**What you have to do:** Line by line, check the data for the string "order" and state how many lines have it, nothing more.

(Records provided)

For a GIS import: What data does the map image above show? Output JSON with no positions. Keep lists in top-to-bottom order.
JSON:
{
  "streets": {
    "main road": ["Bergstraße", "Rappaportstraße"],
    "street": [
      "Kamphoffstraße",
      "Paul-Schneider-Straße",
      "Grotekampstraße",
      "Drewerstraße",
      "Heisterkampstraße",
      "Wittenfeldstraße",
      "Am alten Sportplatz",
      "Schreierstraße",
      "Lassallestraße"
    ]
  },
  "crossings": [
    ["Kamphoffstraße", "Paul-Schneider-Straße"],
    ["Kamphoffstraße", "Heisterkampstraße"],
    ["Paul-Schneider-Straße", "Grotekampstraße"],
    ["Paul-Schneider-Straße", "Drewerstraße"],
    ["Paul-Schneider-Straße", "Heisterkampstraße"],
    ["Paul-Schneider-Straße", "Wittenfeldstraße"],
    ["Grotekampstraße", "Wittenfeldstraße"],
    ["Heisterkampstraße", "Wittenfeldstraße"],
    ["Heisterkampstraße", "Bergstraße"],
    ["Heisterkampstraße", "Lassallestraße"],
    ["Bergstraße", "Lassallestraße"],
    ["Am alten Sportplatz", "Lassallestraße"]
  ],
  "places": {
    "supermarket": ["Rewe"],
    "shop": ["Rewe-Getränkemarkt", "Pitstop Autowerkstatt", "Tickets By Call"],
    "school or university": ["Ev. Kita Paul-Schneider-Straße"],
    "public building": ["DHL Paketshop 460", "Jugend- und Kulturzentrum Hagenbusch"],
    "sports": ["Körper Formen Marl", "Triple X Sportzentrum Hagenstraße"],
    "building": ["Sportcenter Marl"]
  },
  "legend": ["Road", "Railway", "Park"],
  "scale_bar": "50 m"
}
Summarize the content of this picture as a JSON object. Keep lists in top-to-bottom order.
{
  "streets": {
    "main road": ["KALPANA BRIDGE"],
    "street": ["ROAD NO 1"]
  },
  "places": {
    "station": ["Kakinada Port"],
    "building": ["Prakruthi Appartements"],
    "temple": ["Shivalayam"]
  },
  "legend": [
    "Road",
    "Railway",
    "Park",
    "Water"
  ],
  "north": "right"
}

(End Records provided)

**Response for this exercise:** 2